The results of a 2001 U.K. Home Office report supports Gee’s contention; those who play computer and video games regularly are more likely to be academically successful, to go to University and to have better employment prospects. In particular, a 1998 study argued that children who were taught reading and comprehension tasks via interactive entertainment improved their abilities more rapidly than a cohort engaged in tutorial-based activities.
A report released last year by the University of London’s Institute for Education (IoE) similarly encourages the use of interactive entertainment in schools. It claims that computer games are useful in the development of critical thought, and could be used as a text, in a similar way as traditional literature, to examine character development and narrative structure.
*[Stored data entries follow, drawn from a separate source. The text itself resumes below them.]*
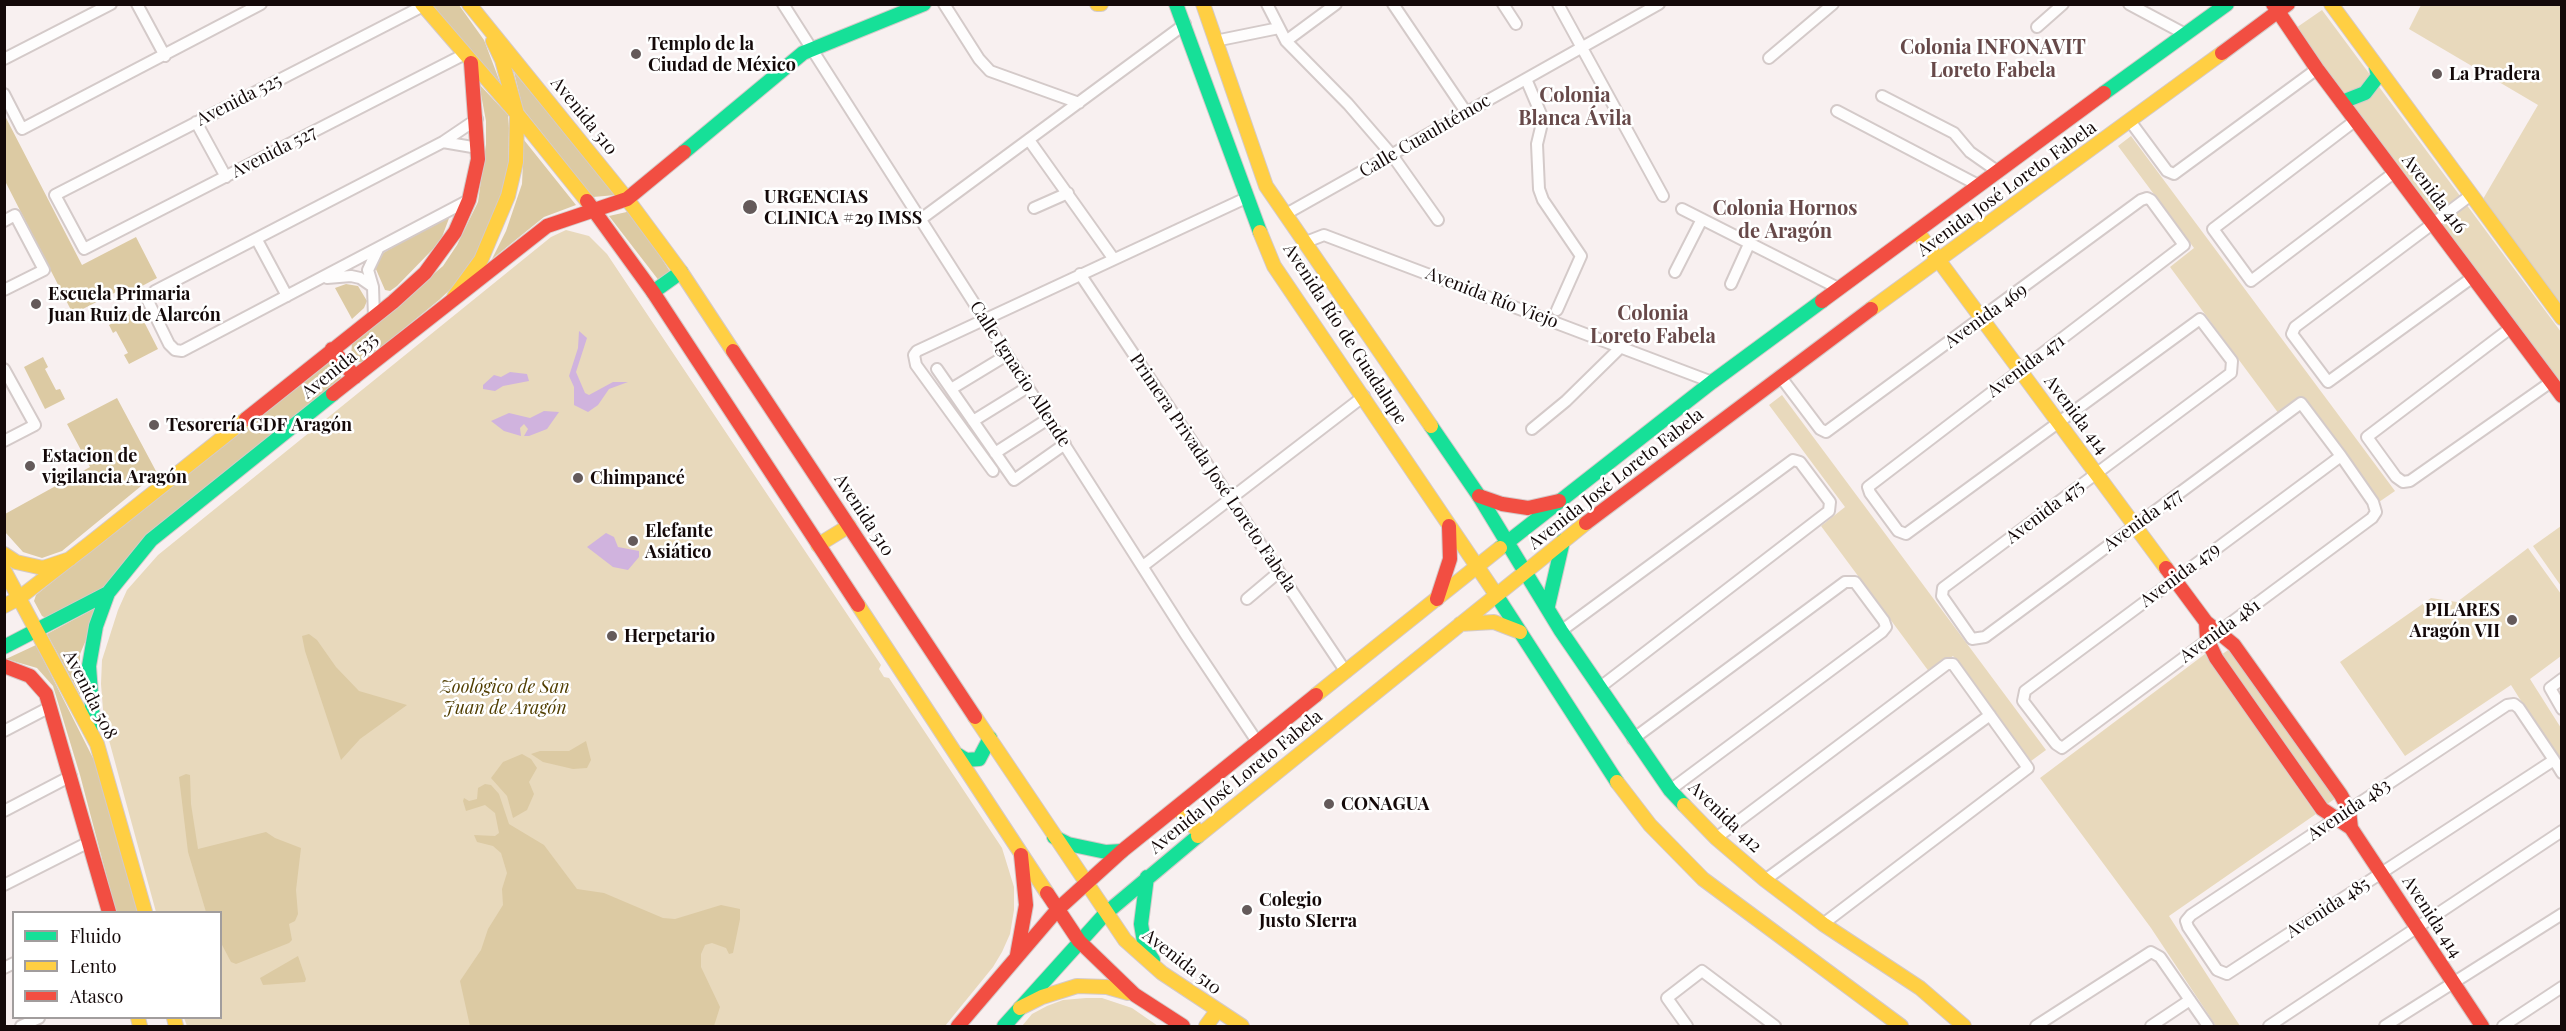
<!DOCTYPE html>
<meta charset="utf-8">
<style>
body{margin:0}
#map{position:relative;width:2566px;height:1031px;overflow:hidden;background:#f8f0f0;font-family:"Playfair Display",serif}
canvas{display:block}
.frame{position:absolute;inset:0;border:6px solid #140909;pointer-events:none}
.legend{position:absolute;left:12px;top:911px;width:210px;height:108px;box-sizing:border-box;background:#fff;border:2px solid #a19d9d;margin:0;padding:8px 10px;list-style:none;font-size:18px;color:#140909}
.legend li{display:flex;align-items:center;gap:12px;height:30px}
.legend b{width:30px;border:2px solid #a19d9d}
</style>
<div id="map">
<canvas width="2566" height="1031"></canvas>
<div class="frame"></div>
<ul class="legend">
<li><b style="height:8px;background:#16e098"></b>Fluido</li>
<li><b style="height:8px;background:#ffcf43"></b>Lento</li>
<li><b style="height:8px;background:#f24e42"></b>Atasco</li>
</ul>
</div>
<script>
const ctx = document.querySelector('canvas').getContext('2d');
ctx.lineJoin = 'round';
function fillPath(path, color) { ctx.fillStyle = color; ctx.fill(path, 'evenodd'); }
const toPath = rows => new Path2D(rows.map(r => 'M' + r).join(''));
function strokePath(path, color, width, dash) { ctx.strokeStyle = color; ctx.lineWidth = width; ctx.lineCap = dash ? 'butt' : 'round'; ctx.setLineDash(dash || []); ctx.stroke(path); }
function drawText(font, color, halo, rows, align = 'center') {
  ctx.font = font + ' "Playfair Display",serif'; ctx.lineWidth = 5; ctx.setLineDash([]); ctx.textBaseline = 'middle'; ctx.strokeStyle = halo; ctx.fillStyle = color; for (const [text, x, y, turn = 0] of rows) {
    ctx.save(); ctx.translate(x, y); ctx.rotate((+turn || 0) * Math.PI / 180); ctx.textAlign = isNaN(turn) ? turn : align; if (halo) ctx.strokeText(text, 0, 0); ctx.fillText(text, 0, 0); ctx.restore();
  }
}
fillPath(toPath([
 [2421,5,2561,5,2561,305,2483,199,2538,105,2409,29],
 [2322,10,2561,332,2561,390,2293,30],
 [2131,136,2395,491,2379,502,2302,397,2279,414,2170,267,2194,248,2118,146],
 [566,230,589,236,607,254,881,665,879,669,884,677,889,678,1002,848,1014,887,1014,910,1010,934,1002,952,993,967,945,1026,187,1026,184,1018,220,1018,220,912,156,912,104,722,101,684,102,660,118,610,127,590,158,555,551,237],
 [1782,395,2046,750,2031,761,1953,656,1930,673,1821,526,1845,507,1769,405],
 [2561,526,2561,586,2533,546],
 [2528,548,2561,594,2561,656,2530,679,2561,728,2561,764,2511,685,2405,756,2340,662,2431,598,2457,602],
 [2234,646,2336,798,2323,807,2218,657],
 [2205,654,2316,814,2169,916,2240,1026,2216,1026,2151,928,2040,778],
 [1086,998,1102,998,1132,1008,1158,1026,1022,1026,1032,1014,1047,1006,1063,1000]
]), '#e8d9bc');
fillPath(toPath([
 [430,5,459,5,484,40,503,90],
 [514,72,616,195,593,197,523,109],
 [479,84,508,115,509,128,508,174,485,241,457,283,439,300,363,362,357,362,351,357,352,343,443,266,457,245,478,202,486,144,486,121],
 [5,116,82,265,136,237,157,278,129,293,126,287,73,314,5,181],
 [524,140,576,205,544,217,492,259,506,231,522,184],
 [631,211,671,273,660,282,609,216],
 [451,213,442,237,433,249,397,286,390,291,385,290,375,267,378,256],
 [346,284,358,286,367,301,364,308,352,319,335,288],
 [138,310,158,349,129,364,124,355,128,353,116,331,113,333,109,325],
 [43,357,48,367,45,369,56,390,60,389,65,399,45,409,24,367],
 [327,363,334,363,340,368,341,380,107,589,46,618,42,616,34,601,36,595,321,365],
 [117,398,157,473,62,551,42,558,23,552,5,532,5,514,90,467,67,424],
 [101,605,80,654,80,695,47,634],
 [309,634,317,640,336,667,359,691,407,705,360,739,341,760,305,651,302,636],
 [36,645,95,762,138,912,116,912,80,775,53,686,37,668,6,659],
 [586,741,591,760,587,768,573,769,543,762,531,754,540,751,569,751],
 [522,754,531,759,537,768,529,782,534,794,527,810,513,818,507,796,491,778,503,762],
 [186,774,190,775,191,804,198,849,266,832,275,838,301,848,296,890,298,914,295,921,289,924,292,940,289,943,236,964,231,962,221,943,220,912,206,912,188,852,179,777],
 [485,784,491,785,499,794,509,824,544,845,577,889,604,893,663,918,675,919,721,905,740,909,740,919,733,953,729,954,726,948,712,943,705,945,701,954,701,967,720,1007,714,1026,470,1026,460,981,481,950,488,929,503,905,502,889,507,873,501,853,493,846,477,842,474,835,495,836,499,833,495,813,485,805,466,811,463,801,464,798,469,801,477,799,478,788],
 [298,956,306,979,305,982,263,985,260,978]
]), '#dccaa3');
fillPath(toPath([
 [579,331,587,338,576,372,585,393,589,395,613,382,628,382,609,389,598,405,588,412,574,405,574,387,569,376,578,348],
 [510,372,527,374,529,381,503,386,495,391,483,389,483,385,494,375,501,377],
 [544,411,559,412,547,429,529,436,524,436,528,429,524,424,520,428,521,436,504,431,491,421,509,413,530,418],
 [606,533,614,537,618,547,639,551,639,557,628,570,613,567,587,547]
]), '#d0b3de');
const street = toPath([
 [137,4,165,56],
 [783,4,1186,635,1258,743],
 [944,4,979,59,990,71,1079,103],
 [1267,4,1286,41,1348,104,1392,155,1438,220],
 [1393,4,1466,112],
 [1503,4,1516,24],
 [1558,4,1663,196],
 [2129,4,2185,34],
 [423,6,55,195,84,249,463,55],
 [2037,27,2063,4],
 [1215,41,1279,28],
 [1286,41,1336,4],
 [1769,58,1833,4],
 [4,59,111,4],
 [1526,79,1543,119,1537,144,1539,189,1543,200,1581,256,1557,310],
 [4,94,22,129,261,4],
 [1882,96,1954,133,1970,152,1997,171],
 [1837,111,1978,185],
 [2356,120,2213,229,2251,281,2395,172],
 [2130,121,2167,171,2174,174,2317,69],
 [196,122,226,177],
 [1029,140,1113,258],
 [443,142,478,148],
 [2471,195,2295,327,2292,334,2328,382,2473,277],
 [469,200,182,351,175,350,169,344,147,299,155,291,443,142,477,119],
 [1034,208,1068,193],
 [1682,209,1838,288],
 [1286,214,1659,4],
 [921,219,1185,24],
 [4,221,15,215,44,270,4,290],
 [257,240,287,296],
 [1306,242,1324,235,1712,382],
 [1675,272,1702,219],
 [1080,274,1346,672],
 [327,278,351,276,360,278,373,287,374,317],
 [1731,284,1750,242],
 [373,287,368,270,378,249],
 [2512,327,2367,437,2396,477,2403,482,2410,481,2551,382],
 [4,369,35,425,4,441],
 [937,369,1014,480,1065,444],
 [1780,376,1820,429,1826,432,2141,200,2147,198,2151,200,2184,245,1868,487,1870,493,1898,531,1906,534,2200,319,2232,361,2231,373,1943,588,1942,596,1972,639,1985,637,2301,403,2341,456,2373,502,2376,512,2372,518,2062,748,2056,744,2023,701,2025,691,2341,456],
 [951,389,1007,355],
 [973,421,1028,387],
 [1532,429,1566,401,1620,348],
 [995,453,1048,419],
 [993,471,916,365,914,355,917,351,1246,198],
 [1143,566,1364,396],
 [1247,599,1279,572],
 [1561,631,1793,460,1800,462,1830,502,1829,511,1599,688],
 [2562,679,2550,688,2562,709],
 [4,731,50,707],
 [1633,739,1845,582,1855,582,1884,621,1886,627,1882,632,1670,790],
 [2554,760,2227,974,2217,970,2188,927,2186,921,2191,915,2507,705,2514,704,2519,708,2554,760,2562,773],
 [4,811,71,776],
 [1716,838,1947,664,1953,664,2028,768,1823,924],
 [1765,880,1990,715],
 [4,885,89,842],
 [4,968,14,963],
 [21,1026,39,1018],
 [1687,1026,1667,998,1702,971,1775,1026],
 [2036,1026,2151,952,2160,957,2208,1026],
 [2151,1026,2190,1000],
 [2269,1026,2562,831],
 [2385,1026,2562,914],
 [2503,1026,2562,987]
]);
const fast = toPath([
 [1176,4,1260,232],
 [2104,93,2227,4],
 [2342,102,2365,93,2378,76,2376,67],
 [684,152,803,53,924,4],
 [653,292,681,272],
 [1431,426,1479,496,1561,631,1670,790,1684,805],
 [1500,548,1712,382,1822,301],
 [1493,590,1617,782],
 [1548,606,1563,541],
 [4,647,108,593,151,540,333,394],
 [90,730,93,720,89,666,96,626,108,593],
 [958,755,966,760,979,759,990,738],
 [1054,837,1068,844,1106,852,1122,851],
 [1147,877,1141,924,1145,948,1153,960],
 [1004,1026,1105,914,1198,836]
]);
const slow = toPath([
 [422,4,517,114,587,201],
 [469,4,627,199,681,272,733,351],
 [1097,4,1101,4],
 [1203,4,1266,186,1431,426],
 [2331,4,2562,318],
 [1917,231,2166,568],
 [1260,232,1274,266,1493,590],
 [454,297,481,260,508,196,516,162,517,114,502,60,493,41],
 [1871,309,2222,53],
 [818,545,849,526],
 [4,554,16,562,43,568,70,559],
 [4,570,97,744,145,912],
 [858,605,1047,893],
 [4,606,19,598,89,544,246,419],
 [1460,624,1494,622,1520,632],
 [1316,695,1500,548],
 [975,717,1125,940,1162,973,1242,1026],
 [1617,782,1650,825,1703,879,1901,1026],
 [1684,805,1716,838,1765,880,1823,924,1920,988,1964,1026],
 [1178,808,1200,834],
 [1198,836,1586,523],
 [1020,1008,1042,997,1077,986,1107,987,1128,993],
 [138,1018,140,1026],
 [174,1018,176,1026],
 [1206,1026,1217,1011]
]);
const jam = toPath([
 [2273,4,2317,69,2562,396],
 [2222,53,2288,4],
 [587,201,653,292,858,605],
 [1822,301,2104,93],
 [332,349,355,377],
 [733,351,975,717],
 [333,394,547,226,627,199,684,152],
 [246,419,393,302,425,273,455,232,469,200,478,159,471,63],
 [1479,496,1502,504,1528,508,1559,501],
 [1586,523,1871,309],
 [2166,568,2206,622,2234,645,2341,795,2349,810,2351,828],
 [1437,599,1450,559,1449,526],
 [2206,622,2207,639,2216,658,2322,809,2351,828,2482,1026],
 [4,666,30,676,46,694,109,912],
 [1047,893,1079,941,1135,995,1183,1026],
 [1017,955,1026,905,1021,855],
 [958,1026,1058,909,1122,851,1316,695]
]);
strokePath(street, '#d4cac9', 14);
strokePath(fast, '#d4cac9', 16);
strokePath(slow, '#d4cac9', 16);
strokePath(jam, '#d4cac9', 16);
strokePath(street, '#fefdfd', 10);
strokePath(fast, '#16e098', 14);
strokePath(slow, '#ffcf43', 14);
strokePath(jam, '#f24e42', 14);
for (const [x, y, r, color] of [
 [636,54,6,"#645a5a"],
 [2437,74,6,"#645a5a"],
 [750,207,8,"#645a5a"],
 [36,304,6,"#645a5a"],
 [154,425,6,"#645a5a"],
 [30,466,6,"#645a5a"],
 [578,478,6,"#645a5a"],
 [633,541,6,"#645a5a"],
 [2512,620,6,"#645a5a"],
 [612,636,6,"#645a5a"],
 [1329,804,6,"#645a5a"],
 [1247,910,6,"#645a5a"]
]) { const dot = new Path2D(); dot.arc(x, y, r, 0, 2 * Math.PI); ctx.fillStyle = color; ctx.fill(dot); strokePath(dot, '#fff', 2); }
drawText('bold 18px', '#140909', '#fff', [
 ["Templo de la",648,44],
 ["Ciudad de México",648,65],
 ["La Pradera",2449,74],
 ["URGENCIAS",764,197],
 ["CLINICA #29 IMSS",764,218],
 ["Escuela Primaria",48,294],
 ["Juan Ruiz de Alarcón",48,315],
 ["Tesorería GDF Aragón",166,425],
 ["Estacion de",42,456],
 ["vigilancia Aragón",42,477],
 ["Chimpancé",590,478],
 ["Elefante",645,531],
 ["Asiático",645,552],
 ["PILARES",2500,610,"right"],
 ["Aragón VII",2500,631,"right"],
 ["Herpetario",624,636],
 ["CONAGUA",1341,804],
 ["Colegio",1259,900],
 ["Justo SIerra",1259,921]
], 'left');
drawText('18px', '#140909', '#fff', [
 ["Avenida 525",239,100,-27],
 ["Avenida 510",584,116,51],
 ["Calle Cuauhtémoc",1425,136,-30],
 ["Avenida 527",274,152,-27],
 ["Avenida José Loreto Fabela",2007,189,-36],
 ["Avenida 416",2434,194,53],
 ["Avenida Río Viejo",1492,298,21],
 ["Avenida 469",1986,316,-36],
 ["Avenida Río de Guadalupe",1345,334,57],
 ["Avenida 535",340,366,-39],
 ["Avenida 471",2026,366,-37],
 ["Calle Ignacio Allende",1020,374,57],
 ["Avenida 414",2076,415,53],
 ["Primera Privada José Loreto Fabela",1213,473,56],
 ["Avenida José Loreto Fabela",1616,479,-38],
 ["Avenida 475",2045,512,-37],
 ["Avenida 510",864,515,57],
 ["Avenida 477",2143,520,-36],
 ["Avenida 479",2180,575,-37],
 ["Avenida 481",2220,631,-36],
 ["Avenida 508",90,695,63],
 ["Avenida José Loreto Fabela",1236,782,-39],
 ["Avenida 483",2349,810,-34],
 ["Avenida 412",1725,817,44],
 ["Avenida 485",2328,908,-33],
 ["Avenida 414",2432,917,57],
 ["Avenida 510",1182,962,38]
]);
drawText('italic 18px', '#503d00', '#fff', [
 ["Zoológico de San",505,687],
 ["Juan de Aragón",505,708]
]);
drawText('bold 20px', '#674949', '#fff', [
 ["Colonia INFONAVIT",1993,48],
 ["Loreto Fabela",1993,71],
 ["Colonia",1575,96],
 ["Blanca Ávila",1575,119],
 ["Colonia Hornos",1785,209],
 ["de Aragón",1785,232],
 ["Colonia",1653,314],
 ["Loreto Fabela",1653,337]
]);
</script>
The results also suggest that game play promotes social development, during both in class exercises and on the playground.
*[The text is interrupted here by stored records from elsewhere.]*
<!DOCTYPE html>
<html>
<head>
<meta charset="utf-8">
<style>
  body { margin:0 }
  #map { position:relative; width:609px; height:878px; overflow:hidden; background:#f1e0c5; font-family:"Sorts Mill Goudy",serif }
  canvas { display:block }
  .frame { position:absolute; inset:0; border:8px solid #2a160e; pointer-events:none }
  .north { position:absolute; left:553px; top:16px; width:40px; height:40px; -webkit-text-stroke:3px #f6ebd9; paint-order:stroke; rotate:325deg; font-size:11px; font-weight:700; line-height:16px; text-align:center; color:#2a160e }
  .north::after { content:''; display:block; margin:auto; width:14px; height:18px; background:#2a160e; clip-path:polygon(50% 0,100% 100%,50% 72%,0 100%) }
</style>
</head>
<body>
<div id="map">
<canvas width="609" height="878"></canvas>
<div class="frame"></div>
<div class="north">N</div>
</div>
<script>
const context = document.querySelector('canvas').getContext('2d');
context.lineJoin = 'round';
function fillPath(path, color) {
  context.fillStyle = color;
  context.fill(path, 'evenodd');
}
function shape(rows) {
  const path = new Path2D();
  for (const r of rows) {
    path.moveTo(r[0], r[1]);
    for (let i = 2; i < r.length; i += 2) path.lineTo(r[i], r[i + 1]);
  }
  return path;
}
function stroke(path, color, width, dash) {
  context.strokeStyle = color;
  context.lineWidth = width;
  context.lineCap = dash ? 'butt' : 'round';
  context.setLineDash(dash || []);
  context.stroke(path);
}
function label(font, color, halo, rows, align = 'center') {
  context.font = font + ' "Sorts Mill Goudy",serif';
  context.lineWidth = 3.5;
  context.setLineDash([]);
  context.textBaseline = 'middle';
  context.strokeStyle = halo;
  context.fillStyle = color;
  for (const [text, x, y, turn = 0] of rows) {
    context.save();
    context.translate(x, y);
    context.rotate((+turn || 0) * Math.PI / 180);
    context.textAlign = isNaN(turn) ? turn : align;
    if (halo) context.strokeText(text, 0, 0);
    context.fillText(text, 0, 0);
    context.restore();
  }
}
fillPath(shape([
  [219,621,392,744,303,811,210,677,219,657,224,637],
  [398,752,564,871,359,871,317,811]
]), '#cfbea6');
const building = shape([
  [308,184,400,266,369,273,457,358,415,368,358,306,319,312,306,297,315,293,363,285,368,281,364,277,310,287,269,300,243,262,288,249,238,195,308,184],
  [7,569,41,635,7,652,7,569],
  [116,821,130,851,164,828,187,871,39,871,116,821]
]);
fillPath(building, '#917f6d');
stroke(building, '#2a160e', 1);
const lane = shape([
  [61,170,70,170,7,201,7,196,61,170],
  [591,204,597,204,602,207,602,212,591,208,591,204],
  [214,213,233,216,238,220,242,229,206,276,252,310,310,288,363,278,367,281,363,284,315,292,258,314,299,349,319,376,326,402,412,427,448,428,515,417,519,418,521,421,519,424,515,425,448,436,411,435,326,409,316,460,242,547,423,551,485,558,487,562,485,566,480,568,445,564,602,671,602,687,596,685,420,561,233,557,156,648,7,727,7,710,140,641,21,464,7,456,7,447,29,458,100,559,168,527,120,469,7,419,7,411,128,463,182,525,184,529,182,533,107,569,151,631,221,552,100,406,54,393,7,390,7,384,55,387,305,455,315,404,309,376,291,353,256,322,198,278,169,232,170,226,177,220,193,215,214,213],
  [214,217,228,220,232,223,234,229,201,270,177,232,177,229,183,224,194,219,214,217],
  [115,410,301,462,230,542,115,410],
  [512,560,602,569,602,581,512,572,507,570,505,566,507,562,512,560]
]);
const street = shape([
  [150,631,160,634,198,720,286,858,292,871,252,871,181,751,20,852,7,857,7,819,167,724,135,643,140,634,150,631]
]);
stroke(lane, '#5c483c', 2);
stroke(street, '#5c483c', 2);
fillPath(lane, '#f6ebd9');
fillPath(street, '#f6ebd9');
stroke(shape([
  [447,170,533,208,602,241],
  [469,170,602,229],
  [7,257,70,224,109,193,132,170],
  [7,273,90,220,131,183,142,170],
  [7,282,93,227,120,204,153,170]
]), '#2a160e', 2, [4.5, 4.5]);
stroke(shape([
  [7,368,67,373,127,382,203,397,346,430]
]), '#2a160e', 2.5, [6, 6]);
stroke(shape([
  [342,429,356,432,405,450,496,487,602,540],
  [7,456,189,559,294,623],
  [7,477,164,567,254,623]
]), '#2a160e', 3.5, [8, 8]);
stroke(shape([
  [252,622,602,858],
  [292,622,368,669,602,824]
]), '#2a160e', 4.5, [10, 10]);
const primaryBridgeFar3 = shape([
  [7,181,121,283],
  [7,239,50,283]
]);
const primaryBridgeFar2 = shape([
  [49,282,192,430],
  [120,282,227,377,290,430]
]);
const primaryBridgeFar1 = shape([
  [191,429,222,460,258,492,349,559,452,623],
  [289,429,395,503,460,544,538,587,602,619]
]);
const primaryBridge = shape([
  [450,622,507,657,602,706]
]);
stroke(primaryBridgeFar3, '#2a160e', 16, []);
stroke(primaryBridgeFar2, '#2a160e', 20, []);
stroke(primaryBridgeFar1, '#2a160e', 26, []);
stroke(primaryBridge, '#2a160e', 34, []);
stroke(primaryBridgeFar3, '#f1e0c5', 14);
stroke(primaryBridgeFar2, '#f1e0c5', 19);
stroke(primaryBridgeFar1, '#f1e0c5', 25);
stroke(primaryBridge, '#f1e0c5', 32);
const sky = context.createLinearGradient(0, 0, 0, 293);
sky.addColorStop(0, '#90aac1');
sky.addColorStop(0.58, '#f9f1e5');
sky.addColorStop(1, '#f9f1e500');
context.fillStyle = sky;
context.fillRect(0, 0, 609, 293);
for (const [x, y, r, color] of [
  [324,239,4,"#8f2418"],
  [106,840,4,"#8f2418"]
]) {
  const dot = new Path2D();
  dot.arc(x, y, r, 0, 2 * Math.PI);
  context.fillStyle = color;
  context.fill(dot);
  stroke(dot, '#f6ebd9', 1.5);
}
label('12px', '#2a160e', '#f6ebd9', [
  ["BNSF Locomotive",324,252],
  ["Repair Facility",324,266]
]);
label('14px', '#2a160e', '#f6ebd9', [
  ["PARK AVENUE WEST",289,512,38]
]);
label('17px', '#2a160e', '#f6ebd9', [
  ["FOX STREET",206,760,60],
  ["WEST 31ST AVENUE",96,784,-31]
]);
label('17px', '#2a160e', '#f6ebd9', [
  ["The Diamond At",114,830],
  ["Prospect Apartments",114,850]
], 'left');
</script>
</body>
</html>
However, David Buckingham, one of the authors of the report, suggests caution when promoting educational interactive entertainment.
Games literacy among teachers is low, and introducing a new product into this sphere requires extensive planning groundwork. Furthermore, importing games into the classroom has implications for assumptions about the current models of teaching.
“A great deal of argument for gaming in the classroom is that it’s all about fun learning,” Buckingham explained at a recent seminar. “This depends upon the conception of learning as hard work and play as easy. The evidence that this kind of learning will motivate all students is questionable.”
Indeed, factors like gender and previous technology experience confound issues.
Software that has been developed for all potential audiences has been mediocre at best, as “edutainment” in which play is the reward for attaining an easily surmountable learning objective. In cases such as these, learning is detached from enjoyment, and students quickly learn how to cheat the system.
Therein lays the conflict between commercial titles and games for the classroom. Over-the-counter games are designed for entertainment, and learning that occurs within them is an unexpected, albeit happy result.
Furthermore, public backlash against over-18 products like Grand Theft Auto: San Andreas could conflict with well-meaning teachers who use suitable commercial titles like Age of Empires or Myst to encourage learning.
There have been some steps to solve the problems with educational titles. Successful bespoke applications have been introduced in British schools, such as the NESTA Futurelab-funded Savannah, in which students use Global Positioning Systems (GPS) technologies to learn about the ecological and natural challenges facing animal life in a virtual environment. Well-received by both teachers and users, products such as these are paving the way for future gaming education.
“The learning principles built into good games could be used tomorrow to improve the teaching of things like science, social studies, and mathematics in schools,” explains Gee.
In future, along with a No. 2 pencil, a student’s toolkit may include a PlayStation control pad.